Tensorflow Docker in Singularity Doesn't See GPU

1,182 views
Skip to first unread message

Bharath Ramsundar

unread,
Dec 25, 2016, 2:39:42 AM12/25/16
to singularity
Hi,

I'm attempting to run Tensorflow within singularity on an Ubuntu 16.04 machine. I'm using the Tensorflow docker to bootstrap (I've been using https://github.com/drorlab/tf-singularity and https://github.com/jdongca2003/Tensorflow-singularity-container-with-GPU-support as my guides). I'm able to successfully build the singularity image and run tensorflow within it, but only with CPU. I've checked that I'm using the same NVIDIA driver version and CUDA versions in singularity as on the machine, so I don't think that's the issue. I'm able to use nvidia-smi from within the image to view the GPUs, but just not able to access the GPU from tensorflow.
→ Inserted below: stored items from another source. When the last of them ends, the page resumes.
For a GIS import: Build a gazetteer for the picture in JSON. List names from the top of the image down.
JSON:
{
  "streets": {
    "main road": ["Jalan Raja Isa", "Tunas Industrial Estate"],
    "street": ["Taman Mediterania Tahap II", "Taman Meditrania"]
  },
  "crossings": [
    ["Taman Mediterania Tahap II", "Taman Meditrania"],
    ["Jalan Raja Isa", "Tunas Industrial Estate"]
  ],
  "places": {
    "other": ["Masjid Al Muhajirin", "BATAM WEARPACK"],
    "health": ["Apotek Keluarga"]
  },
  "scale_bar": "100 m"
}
I've listed my output below, along with the code I used to generate the image. Any advice would be much appreciated :-)

rbharath:~/Tensorflow-singularity-container-with-GPU-support$ sudo singularity shell -w ubuntu_tensorflow_GPU.img 
Singularity: Invoking an interactive shell within container...
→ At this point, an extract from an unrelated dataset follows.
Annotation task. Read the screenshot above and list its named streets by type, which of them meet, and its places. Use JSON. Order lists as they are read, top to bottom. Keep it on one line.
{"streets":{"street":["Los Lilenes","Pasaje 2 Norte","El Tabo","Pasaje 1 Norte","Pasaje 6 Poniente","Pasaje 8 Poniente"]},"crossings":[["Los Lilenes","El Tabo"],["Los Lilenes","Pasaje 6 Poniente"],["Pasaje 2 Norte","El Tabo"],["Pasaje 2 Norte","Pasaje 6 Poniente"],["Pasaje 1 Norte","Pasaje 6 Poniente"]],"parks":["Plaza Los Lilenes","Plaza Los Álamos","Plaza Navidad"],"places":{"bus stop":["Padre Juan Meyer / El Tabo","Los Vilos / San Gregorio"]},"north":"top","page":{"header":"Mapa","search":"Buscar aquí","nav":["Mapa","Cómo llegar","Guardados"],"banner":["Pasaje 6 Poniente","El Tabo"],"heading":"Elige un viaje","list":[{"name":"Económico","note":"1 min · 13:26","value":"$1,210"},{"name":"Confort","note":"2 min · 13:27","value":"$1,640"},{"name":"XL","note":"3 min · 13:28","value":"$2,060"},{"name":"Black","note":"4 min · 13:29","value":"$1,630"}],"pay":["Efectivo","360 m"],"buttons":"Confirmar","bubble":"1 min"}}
Singularity.ubuntu_tensorflow_GPU.img> # nvidia-smi
Sun Dec 25 07:35:43 2016       
+-----------------------------------------------------------------------------+
| NVIDIA-SMI 367.57                 Driver Version: 367.57                    |
|-------------------------------+----------------------+----------------------+
| GPU  Name        Persistence-M| Bus-Id        Disp.A | Volatile Uncorr. ECC |
| Fan  Temp  Perf  Pwr:Usage/Cap|         Memory-Usage | GPU-Util  Compute M. |
|===============================+======================+======================|
|   0  GeForce GTX 1080    Off  | 0000:01:00.0      On |                  N/A |
| 27%   37C    P8    12W / 180W |     62MiB /  8110MiB |      0%      Default |
+-------------------------------+----------------------+----------------------+
|   1  GeForce GTX 1080    Off  | 0000:02:00.0     Off |                  N/A |
| 27%   34C    P8    11W / 180W |      1MiB /  8113MiB |      0%      Default |
+-------------------------------+----------------------+----------------------+
                                                                               
+-----------------------------------------------------------------------------+
| Processes:                                                       GPU Memory |
|  GPU       PID  Type  Process name                               Usage      |
|=============================================================================|
|    0      3509    G   /usr/lib/xorg/Xorg                              60MiB |
+-----------------------------------------------------------------------------+
Singularity.ubuntu_tensorflow_GPU.img> # ldconfig -p | grep libcuda
        libcudart.so.8.0 (libc6,x86-64) => /usr/local/cuda/lib64/libcudart.so.8.0
        libcudart.so (libc6,x86-64) => /usr/local/cuda/lib64/libcudart.so
        libcuda.so.1 (libc6,x86-64) => /usr/local/NVIDIA-Linux-x86_64-367.57/libcuda.so.1
        libcuda.so (libc6,x86-64) => /usr/local/NVIDIA-Linux-x86_64-367.57/libcuda.so
Singularity.ubuntu_tensorflow_GPU.img> # ipython
/usr/local/lib/python2.7/dist-packages/IPython/paths.py:69: UserWarning: IPython parent '/home/rbharath' is not a writable location, using a temp directory.
  " using a temp directory.".format(parent))
Python 2.7.6 (default, Oct 26 2016, 20:30:19) 
Type "copyright", "credits" or "license" for more information.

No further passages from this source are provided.